Bulgur is a quick-cooking form of whole wheat that has been parboiled, dried and cracked with very little of the bran removed.
Bulgur differs from cracked wheat in that it has been precooked and is ready to eat with minimal cooking. It is a nutritious whole grain that is extra good for you.
Making wheat into bulgur is an ancient process that originated in the Mediterranean region. Biblical references indicate bulgur was prepared by Babylonians, Hittites and Hebrew populations nearly 4,000 years ago. Arab, Israeli, Egyptian, and Roman civilizations ate dried cooked wheat as early as 1000 B.C.
The Roman word for bulgur was “cerealis.” Israelites called it “dagan,” while other Middle Easterners called it “arisah,” which is how it is referred to in the Bible. Biblical archaeologists described bulgur as a porridge or gruel made of parboiled, sun-dried wheat.
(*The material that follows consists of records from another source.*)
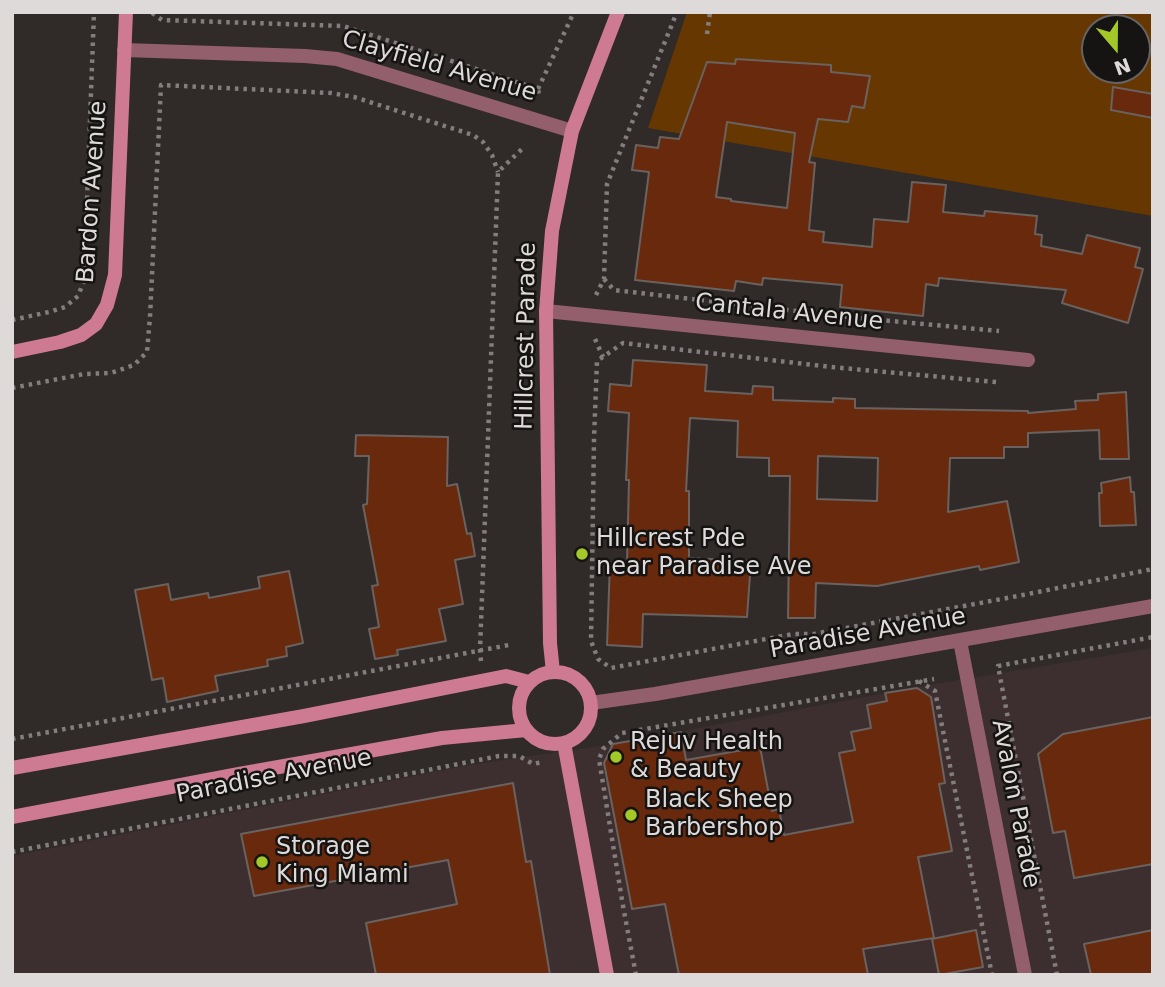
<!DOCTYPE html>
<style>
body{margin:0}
#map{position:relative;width:1165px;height:987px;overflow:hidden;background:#302a29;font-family:"DejaVu Sans",sans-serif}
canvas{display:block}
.frame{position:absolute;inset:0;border:14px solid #dedada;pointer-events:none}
.north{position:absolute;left:1081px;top:14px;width:70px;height:70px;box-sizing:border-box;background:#161313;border:2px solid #666363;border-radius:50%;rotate:160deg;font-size:19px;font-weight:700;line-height:28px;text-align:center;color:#dedada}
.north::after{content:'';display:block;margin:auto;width:24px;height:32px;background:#a2c928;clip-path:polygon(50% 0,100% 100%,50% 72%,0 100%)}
</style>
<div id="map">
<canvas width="1165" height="987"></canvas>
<div class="frame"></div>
<div class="north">N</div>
</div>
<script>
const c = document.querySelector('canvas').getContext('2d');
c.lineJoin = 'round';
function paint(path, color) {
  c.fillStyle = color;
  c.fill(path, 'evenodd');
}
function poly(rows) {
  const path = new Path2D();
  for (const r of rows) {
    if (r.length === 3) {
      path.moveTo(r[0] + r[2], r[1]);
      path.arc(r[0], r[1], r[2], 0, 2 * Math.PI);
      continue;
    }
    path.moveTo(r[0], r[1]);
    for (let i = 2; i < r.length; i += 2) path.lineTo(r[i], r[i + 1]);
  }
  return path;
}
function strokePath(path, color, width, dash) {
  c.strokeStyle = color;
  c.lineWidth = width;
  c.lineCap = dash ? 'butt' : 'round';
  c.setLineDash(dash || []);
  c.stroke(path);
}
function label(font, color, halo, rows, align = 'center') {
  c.font = font + ' "DejaVu Sans",sans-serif';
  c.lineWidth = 5;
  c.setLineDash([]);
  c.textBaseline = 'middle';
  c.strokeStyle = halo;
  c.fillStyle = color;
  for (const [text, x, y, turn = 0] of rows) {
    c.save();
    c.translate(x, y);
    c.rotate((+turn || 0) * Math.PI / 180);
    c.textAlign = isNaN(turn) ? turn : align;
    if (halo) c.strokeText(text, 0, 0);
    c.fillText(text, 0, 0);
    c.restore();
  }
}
paint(poly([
 [1153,648,1153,975,12,975,12,856,469,765,613,744,928,685]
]), '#3d2f2f');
paint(poly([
 [687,12,1153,12,1153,216,648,128],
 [1095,28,1137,28,1137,70,1095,70]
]), '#663700');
const building = poly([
 [736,59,831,65,831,72,870,76,864,108,852,106,848,122,818,119,809,162,815,163,809,230,824,232,823,242,872,247,874,219,908,222,912,182,946,185,943,212,984,216,985,211,1037,216,1035,234,1042,235,1041,246,1082,254,1087,235,1140,248,1135,267,1143,269,1128,323,1062,303,1066,290,939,278,938,286,926,284,923,316,840,307,842,285,763,278,762,285,736,281,734,291,635,280,649,172,632,170,636,145,658,148,660,137,679,139,707,62,735,64,736,59],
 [727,122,795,133,787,208,731,201,731,199,716,197,727,122],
 [1113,87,1153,94,1153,118,1111,110,1113,87],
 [633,360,707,365,705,391,752,394,753,386,773,387,773,400,833,402,833,398,855,399,855,408,1028,411,1028,413,1076,409,1075,401,1098,400,1098,394,1126,392,1129,459,1100,459,1099,430,1028,433,1028,447,1004,447,1004,458,950,458,948,512,1007,501,1019,562,980,570,979,566,877,586,816,583,815,618,788,618,790,476,769,476,769,458,737,457,738,421,690,418,686,491,689,491,689,558,751,561,747,617,643,614,642,647,607,645,610,562,627,563,629,480,626,480,629,413,608,411,610,384,631,386,633,360],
 [818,456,878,458,877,501,817,499,818,456],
 [356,435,448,437,447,486,457,484,467,534,471,533,475,556,455,560,463,604,439,609,446,641,397,650,398,655,375,659,369,629,379,627,372,586,378,585,363,505,367,504,369,456,355,456,356,435],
 [1130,477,1131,492,1134,492,1136,525,1100,526,1099,493,1102,493,1101,483,1130,477],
 [289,571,303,643,286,647,287,656,267,660,268,666,215,676,218,691,167,702,163,678,152,680,135,590,168,584,171,600,208,593,209,598,260,588,258,577,289,571],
 [917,688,931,697,945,783,939,784,952,851,918,857,934,938,863,949,868,975,679,975,665,904,632,909,604,763,613,744,681,732,686,760,760,747,772,811,779,809,784,835,853,822,839,753,855,750,851,732,871,728,867,705,887,701,885,693,917,688],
 [1153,717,1153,864,1074,878,1065,831,1053,833,1038,754,1063,734,1153,717],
 [513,783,526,862,531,861,550,975,376,975,366,923,457,904,448,860,254,896,241,834,513,783],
 [976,930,983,967,939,975,932,939,976,930],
 [1153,930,1153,975,1091,975,1084,944,1153,930]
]);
paint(building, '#68290c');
strokePath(building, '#69625f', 2);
strokePath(poly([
 [152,13,162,20,343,26,538,89,539,95],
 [707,34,710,12],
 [538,89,574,12],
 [604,279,614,290,848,317,999,331],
 [596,295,604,279,607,184,677,12],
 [12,320,49,312,65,307,78,296,84,281,94,12],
 [595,339,603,357],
 [996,382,831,367,623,343,597,361,594,439,591,641,598,659,611,668,793,634,814,634,1023,595,1153,569],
 [12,388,84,374,111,373,134,365,147,352,150,317,161,85,331,93,354,97,473,135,483,142,492,155,498,172],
 [481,661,480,650,498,172,525,146],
 [919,681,935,691,992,975],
 [12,739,509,645],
 [12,852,499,756,519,756,533,764,543,762],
 [636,975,623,906,599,759,603,749,622,733,934,679],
 [1057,975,998,666,1153,637]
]), '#837e7e', 4.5, [3.5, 5]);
strokePath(poly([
 [124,50,305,56,337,59,572,131],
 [546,311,1028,360],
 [960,641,1025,975],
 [591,703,655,694,1153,606]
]), '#945f6d', 14);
strokePath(poly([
 [12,352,60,342,81,335,96,324,107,305,115,275,126,12],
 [555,708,36],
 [553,672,550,643,546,311,552,231,572,131,618,12],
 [564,743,607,975],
 [12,768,304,716,506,676,529,682],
 [12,817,239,774,442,738,526,730]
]), '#ce7a92', 14);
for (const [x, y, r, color] of [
 [582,554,7,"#a2c928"],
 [616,757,7,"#a2c928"],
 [631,815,7,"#a2c928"],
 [262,862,7,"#a2c928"]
]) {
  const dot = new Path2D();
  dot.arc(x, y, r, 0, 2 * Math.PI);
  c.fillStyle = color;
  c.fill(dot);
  strokePath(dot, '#161313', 2.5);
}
label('24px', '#dedada', '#161313', [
 ["Clayfield Avenue",439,67,16],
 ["Bardon Avenue",93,192,-86],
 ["Cantala Avenue",789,313,6],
 ["Hillcrest Parade",527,336,-89],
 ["Paradise Avenue",868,634,-10],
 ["Paradise Avenue",274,777,-11],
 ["Avalon Parade",1015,804,79]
]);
label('24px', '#dedada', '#161313', [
 ["Hillcrest Pde",596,540],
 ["near Paradise Ave",596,568],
 ["Rejuv Health",630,743],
 ["& Beauty",630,771],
 ["Black Sheep",645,801],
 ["Barbershop",645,829],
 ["Storage",276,848],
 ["King Miami",276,876]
], 'left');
</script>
Bulgur was an ideal food for early civilizations because it resisted mold and insect contamination and could be stored for long periods. Some small eastern Mediterranean villages still use old methods of making bulgur by boiling wheat in big pots until it is thoroughly cooked. The kernels are then spread in the sun to dry. The hardened kernels are then cracked, sieved and sorted by size for different uses.
Today, bulgur is produced using a modern mechanized process.
Bulgur is the main ingredient in Tabbouleh, but there are many other ways to use this grain. It can be used in pilaf, combined with meat in meatballs, added to soups and stews, or used as a filling to stuff vegetables.
I recently tried a pilaf recipe with bulgur, lentils and cashews. There are thousands of variations of pilaf that usually involve cooking rice or wheat in a stock or broth to prevent the grains from binding together. Armenians often use bulgur in their pilaf dishes.
The lentils called for in this recipe are the small, green Puy lentils, which originated in France and are now grown in North America. They hold their firm texture better than brown lentils. Puy lentils are prized for their pepper flavor, so they add a nice element to this pilaf. Lentils provide a large measure of daily protein for vegetarians. Together with the bulgur and cashews, they add crunch and heft to the pilaf.
This bulgur pilaf is a very hearty dish and can stand alone as a nice luncheon entree.
Bulgur and Lentil Pilaf with Cashews
1/2 cup green lentils (preferably Puy)
Boiling water to cover
2 tablespoons olive oil
1 small onion, chopped
1/3 cup cashews
1 teaspoon coriander
1 cup bulgur
3 ounces feta cheese (optional)
Thinly sliced green onions for garnish (optional)
Put lentils in a heatproof bowl. Add boiling water to cover by 1 inch. Cover the bowl and let stand for 15 minutes.
Warm oil in a large frying pan. Add onion and pinch of salt and saute the onion until it begins to soften and turn a pale golden color. Add cashews and coriander and saute until cashews are lightly toasted about 5 minutes.
Add the bulgur to the pan and stir until combined with oil and onion. Drain the lentils and add to the pan. Stir in 3 cups water. Bring mixture to a boil, then reduce heat to medium-low. Cover and simmer until the bulgur and lentils are cooked (15 to 20 minutes).
Uncover the pan and rake the mixture with a fork to fluff it.
Put pilaf in a serving dish and top with feta cheese and green onions, if desired.